The following is a guest post by Maria A. Pallante, Register of Copyrights and Director of the U.S. Copyright Office. See the new U.S. Copyright Office blog at http://blogs.loc.gov/copyrightdigitization/
Help Wanted: Have you ever attempted to build an electronic index and searchable database of a complex and diverse collection of 70 million imaged historical records? Neither have we.
Current records dating back to 1978 are available online and searchable at www.copyright.gov/records. The office’s records date back to 1870, however, and many pertain to works still under copyright protection. These records are the focus of our current digitization efforts. This is an ambitious project that I announced recently as one of several priorities and special projects the U.S. Copyright Office is undertaking. To date nearly 13 million index cards from our card catalog and over half of the 660 volume Catalog of Copyright Entries have been scanned, and the images have been processed through quality assurance and moved to long-term managed storage.
So, back to the earlier question: How do we go about creating a searchable database comprised of 70 million digital objects? For that matter, how do we create metadata for such a large volume of records? Assuming we would like to achieve full-level indexing, how do we do so on a rudimentary indexing budget? What technologies and creative approaches can we profitably employ to get this work done? We welcome your ideas and suggestions on these and many other questions related to this project.

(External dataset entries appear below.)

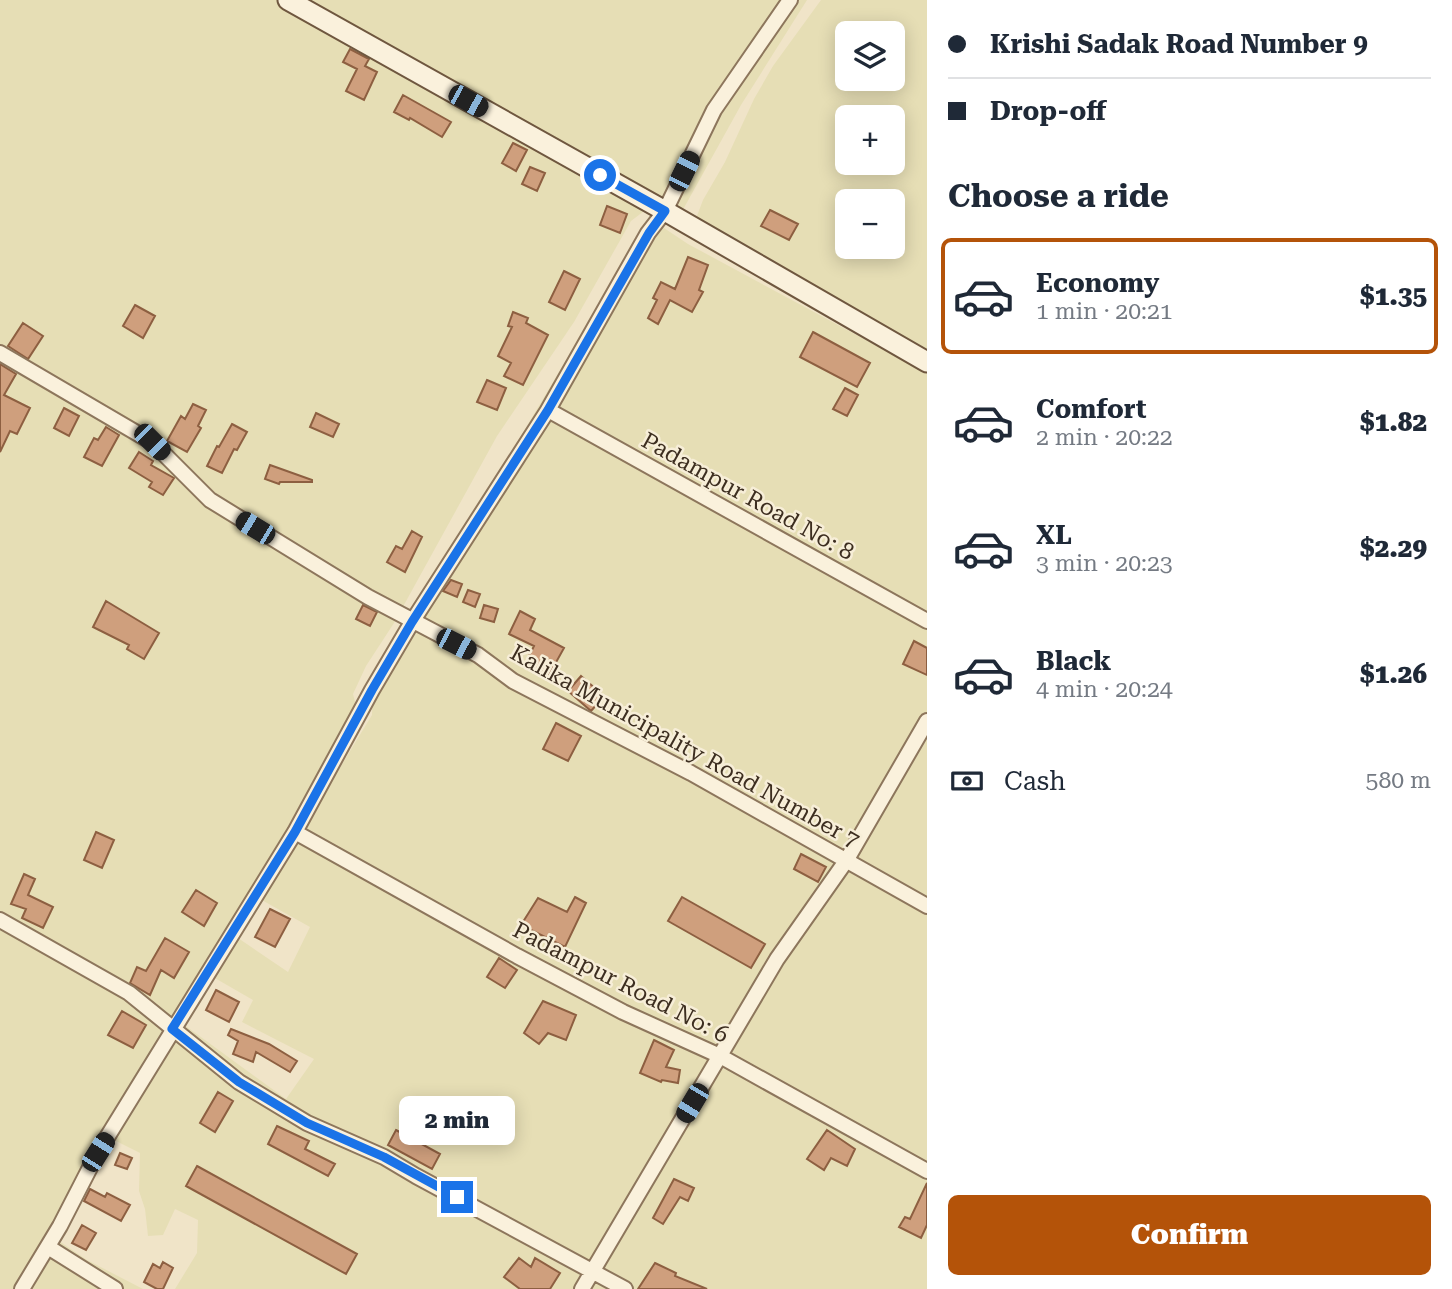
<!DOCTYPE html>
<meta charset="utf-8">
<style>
body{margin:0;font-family:"Roboto Serif",serif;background:#f6f6f7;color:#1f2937;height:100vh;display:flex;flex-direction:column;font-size:26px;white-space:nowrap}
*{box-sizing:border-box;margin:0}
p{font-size:23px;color:#747a83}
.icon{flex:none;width:38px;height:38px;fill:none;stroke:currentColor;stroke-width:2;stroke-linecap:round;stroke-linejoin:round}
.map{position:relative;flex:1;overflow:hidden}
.side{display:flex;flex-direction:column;background:#fff;width:525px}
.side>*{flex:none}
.top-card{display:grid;align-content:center;height:154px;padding:0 21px;background:#fff}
.controls{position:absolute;left:835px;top:21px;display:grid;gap:14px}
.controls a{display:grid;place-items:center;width:70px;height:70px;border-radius:10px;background:#fff;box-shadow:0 4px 18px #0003;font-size:35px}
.end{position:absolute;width:32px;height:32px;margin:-16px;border:9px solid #1a73e8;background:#fff;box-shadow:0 0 0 4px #fff}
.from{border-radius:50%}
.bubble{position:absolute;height:49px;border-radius:10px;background:#fff;box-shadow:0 4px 18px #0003;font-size:23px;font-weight:800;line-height:49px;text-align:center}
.car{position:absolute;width:21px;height:42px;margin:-21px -10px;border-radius:9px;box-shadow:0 0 5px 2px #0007;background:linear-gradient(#222 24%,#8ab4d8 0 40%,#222 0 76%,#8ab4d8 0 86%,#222 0)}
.top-card b{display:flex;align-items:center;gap:24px;height:66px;font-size:26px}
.top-card b+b{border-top:2px solid #e0e1e3}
.top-card i{width:18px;height:18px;background:#1f2937}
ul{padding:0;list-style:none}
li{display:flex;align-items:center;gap:21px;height:116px;margin:0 14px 10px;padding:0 7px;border:4px solid transparent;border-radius:10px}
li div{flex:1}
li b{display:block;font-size:26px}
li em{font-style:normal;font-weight:800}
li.active{border-color:#b45309}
li>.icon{width:63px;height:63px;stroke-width:1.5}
h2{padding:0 21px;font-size:32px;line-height:84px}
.pay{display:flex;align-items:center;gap:18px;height:77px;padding:0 21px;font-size:26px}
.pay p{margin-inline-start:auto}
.action{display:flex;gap:14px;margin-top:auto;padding:14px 21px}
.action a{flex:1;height:80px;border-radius:10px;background:#b45309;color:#fff;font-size:28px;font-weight:800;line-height:80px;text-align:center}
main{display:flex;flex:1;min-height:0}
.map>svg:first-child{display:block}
.farmland{fill:#e6deb5;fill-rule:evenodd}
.building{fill:#cf9f7d;stroke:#8d5f41;stroke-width:2}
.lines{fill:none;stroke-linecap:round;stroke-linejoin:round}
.street-casing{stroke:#8d765c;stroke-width:18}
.secondary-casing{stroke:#6f573f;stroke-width:23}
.street{stroke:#faf1dc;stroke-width:14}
.secondary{stroke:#faf1dc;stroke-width:19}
.route{stroke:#1a73e8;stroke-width:9}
.labels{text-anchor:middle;stroke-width:5;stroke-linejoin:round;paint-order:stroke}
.street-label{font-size:23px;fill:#3d2e20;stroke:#f7eed8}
</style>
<main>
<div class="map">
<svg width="927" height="1289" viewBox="0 0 927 1289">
<rect width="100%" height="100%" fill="#f0e4c8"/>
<path class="farmland" d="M0,0H807L741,105L675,224L648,208L631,221L574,322L497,436L394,623L366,666L353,694L359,717L164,1031L17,1289H0Z
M821,0H927V356L692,229L703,200L725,162L754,99L773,66ZM847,33H892V79H847ZM847,117H892V163H847ZM847,201H892V247H847Z
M652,220L688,244L927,373V1289H175L197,1253L198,1220L175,1209L163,1235L148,1236L145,1209L139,1191L140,1153L112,1139L161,1063L183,1024L286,1099L314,1059L242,1022L253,1000L213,977L238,938L288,972L310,927L260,899L372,715L373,686L582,333Z
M59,1241L87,1260L143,1289H29Z"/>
<path class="building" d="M350,49L369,59L365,66L377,72L364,100L346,91L357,69L343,62Z
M403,95L451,122L442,137L410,118L409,120L394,112Z
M513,143L527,150L516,171L502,163Z
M530,167L545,173L537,191L522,184Z
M607,206L627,214L620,233L600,225Z
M770,210L798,224L789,240L761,226Z
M688,257L708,265L699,290L703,292L692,312L670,300L658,324L648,318L657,300L653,298L661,282L675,289Z
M564,271L580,279L565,310L549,302Z
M135,305L155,316L143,338L123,326Z
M513,312L528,318L526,323L548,335L523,385L504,376L511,363L498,356L512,327L508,326Z
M23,323L43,336L28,359L8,346Z
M813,332L870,363L857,387L800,357Z
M0,364L16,374L4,395L30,408L17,434L10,431L0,452Z
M487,380L506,388L497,410L477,402Z
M845,388L858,395L847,416L833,409Z
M193,404L206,410L198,426L201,428L187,452L167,441L181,416L185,419Z
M64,408L79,416L69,436L54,428Z
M316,413L339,424L333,437L310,427Z
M232,424L247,432L237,450L234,449L222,473L207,466L217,446L219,447Z
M106,427L119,435L102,466L84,457L94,438L98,440Z
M139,452L153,461L151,465L174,478L163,495L149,487L152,482L129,468Z
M270,465L312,480V482H280L279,484L265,479Z
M412,531L422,537L405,572L387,562L396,546L402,549Z
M451,580L462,584L457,597L443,591Z
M468,590L480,594L475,607L463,602Z
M106,601L159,633L144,659L127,649L129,645L93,627Z
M363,605L377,612L370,626L356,619Z
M484,605L498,609L494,622L480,618Z
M520,611L535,619L530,630L564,648L549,675L526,662L534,646L509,634Z
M914,641L927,648V675L903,664Z
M581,676L604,696L591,711L568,691Z
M556,723L581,736L568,761L543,749Z
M96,832L114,840L102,868L84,860Z
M801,854L826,867L818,882L794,869Z
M24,874L35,879L28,895L53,907L43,928L22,918L26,909L11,904Z
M196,890L217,903L204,926L182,912Z
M575,897L586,903L565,947L521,925L538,898L567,912Z
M682,897L765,944L751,968L668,921Z
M270,909L290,919L275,947L255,937Z
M165,938L189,952L174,978L161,970L150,995L130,983L137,967L146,971Z
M499,958L517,970L505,988L487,977Z
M216,990L239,1002L229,1022L206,1010Z
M543,1001L576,1015L566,1040L548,1033L539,1044L524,1033Z
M122,1011L146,1025L133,1048L108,1035Z
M231,1029L269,1044L297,1061L290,1072L256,1052L253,1062L233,1054L238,1041L228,1035Z
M654,1040L674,1050L666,1067L680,1070L678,1083L662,1080L661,1082L640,1073Z
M218,1092L233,1101L215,1132L200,1123Z
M277,1126L309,1141L305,1149L335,1164L328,1176L268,1144Z
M396,1130L440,1154L432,1169L388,1145Z
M827,1130L855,1149L847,1166L831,1158L824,1170L807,1159Z
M120,1153L132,1158L127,1169L115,1165Z
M197,1166L357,1254L346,1274L186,1186Z
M674,1179L694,1188L688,1201L680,1197L663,1224L653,1218Z
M927,1183V1225L921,1238L899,1227L905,1217L910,1219Z
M90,1189L105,1197L107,1193L130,1205L121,1221L84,1201Z
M82,1225L96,1233L86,1250L72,1243Z
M519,1258L531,1267L535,1258L560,1273L550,1289H520L504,1277Z
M163,1262L173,1268L163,1289H157L144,1282L153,1264L160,1268Z
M655,1263L676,1273L675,1276L707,1289H638Z"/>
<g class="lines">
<g class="street-casing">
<path id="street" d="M0,353L152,442L210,500L368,597L478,655L513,681L691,773L927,906
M548,410L927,621
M295,832L517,956L623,1012L720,1056L927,1171
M0,920L129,993L239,1082L307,1123L384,1157L416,1176L625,1289
M48,1247L115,1289
M22,1289L60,1226L98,1152L295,832L372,690L412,622L548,410L648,233L665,211L714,110L790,0
M582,1289L777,959L846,861L927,721"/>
</g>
<g class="secondary-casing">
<path id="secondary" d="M288,0L665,211L927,362"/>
</g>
<use href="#street" class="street"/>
<use href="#secondary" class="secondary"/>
</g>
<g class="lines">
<path class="route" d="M457,1197L384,1157L307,1123L239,1082L172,1029L295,832L372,690L412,622L548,410L649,233L665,211L600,175"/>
</g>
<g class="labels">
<g class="street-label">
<text transform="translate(748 496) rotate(29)" y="8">Padampur Road No: 8</text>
<text transform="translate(685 746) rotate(29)" y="8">Kalika Municipality Road Number 7</text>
<text transform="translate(621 982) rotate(27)" y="8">Padampur Road No: 6</text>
</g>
</g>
</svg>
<div class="controls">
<a><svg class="icon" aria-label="layers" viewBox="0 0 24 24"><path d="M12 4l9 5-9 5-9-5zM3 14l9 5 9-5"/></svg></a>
<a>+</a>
<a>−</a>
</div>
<i class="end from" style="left:600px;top:175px"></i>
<i class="end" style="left:457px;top:1197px"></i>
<div class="bubble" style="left:399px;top:1096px;width:116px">2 min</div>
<i class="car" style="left:468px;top:101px;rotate:119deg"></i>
<i class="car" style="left:684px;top:171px;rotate:26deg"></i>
<i class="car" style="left:152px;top:442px;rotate:135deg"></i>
<i class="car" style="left:255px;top:528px;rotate:301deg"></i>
<i class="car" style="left:456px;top:644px;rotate:117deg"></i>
<i class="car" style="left:692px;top:1103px;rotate:211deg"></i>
<i class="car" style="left:98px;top:1152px;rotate:32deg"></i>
</div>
<section class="side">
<div class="top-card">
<b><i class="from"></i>Krishi Sadak Road Number 9</b>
<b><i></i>Drop-off</b>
</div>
<h2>Choose a ride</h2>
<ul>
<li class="active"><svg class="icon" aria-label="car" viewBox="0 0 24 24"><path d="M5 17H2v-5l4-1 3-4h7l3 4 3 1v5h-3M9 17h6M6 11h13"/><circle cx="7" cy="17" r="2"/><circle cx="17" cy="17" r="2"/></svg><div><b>Economy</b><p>1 min · 20:21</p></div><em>$1.35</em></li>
<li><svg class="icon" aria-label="car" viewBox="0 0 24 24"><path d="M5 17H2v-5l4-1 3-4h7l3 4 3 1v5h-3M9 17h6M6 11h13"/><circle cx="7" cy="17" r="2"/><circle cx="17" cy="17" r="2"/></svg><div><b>Comfort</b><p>2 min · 20:22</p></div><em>$1.82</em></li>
<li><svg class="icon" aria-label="car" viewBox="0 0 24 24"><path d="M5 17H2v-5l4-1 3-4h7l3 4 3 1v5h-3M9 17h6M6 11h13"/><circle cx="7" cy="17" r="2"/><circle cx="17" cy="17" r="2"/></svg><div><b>XL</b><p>3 min · 20:23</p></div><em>$2.29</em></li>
<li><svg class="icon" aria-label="car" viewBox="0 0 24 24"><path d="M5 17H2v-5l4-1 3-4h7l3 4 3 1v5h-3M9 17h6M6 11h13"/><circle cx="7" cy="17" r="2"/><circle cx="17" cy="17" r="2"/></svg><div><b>Black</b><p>4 min · 20:24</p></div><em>$1.26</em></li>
</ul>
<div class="pay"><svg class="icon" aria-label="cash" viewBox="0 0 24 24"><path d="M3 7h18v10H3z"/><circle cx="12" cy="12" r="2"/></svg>Cash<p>580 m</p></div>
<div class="action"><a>Confirm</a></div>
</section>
</main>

The Copyright Office historical catalog serves as the mint record of American creativity, and there are great benefits to making the collection accessible online. We know that working collaboratively will ensure that the final product best meets the needs of the widest audience of users. I hope you will subscribe to our project blog at http://blogs.loc.gov/copyrightdigitization/ and visit our project web page at www.copyright.gov/digitization from time to time. Most of all, I hope that you will be an active partner in this important effort.
Comments (3)
The articles notes: ” …..1870….and many pertain to works still under copyright protection.”
Well, how does a work loses its copyright protection to begin with?
Is a copyright protection a time-limited entity??
thanks if anyone knows the answers..
I created an electronic index of roughly 800 images from a trip to New Zealand (unsearchable mind you) and was exhausted and nauseous at completion. 70 million? What does that number even mean?
This is a big but important project. With digital technology and OCR capabilities I would imagine that this process will develop momentum and be completed faster than we might expect. It reminds me of the DNA sequencing problem. It was thought that the sequencing of DNA would take years, however with technology and computers the time frame was dramatically shortened.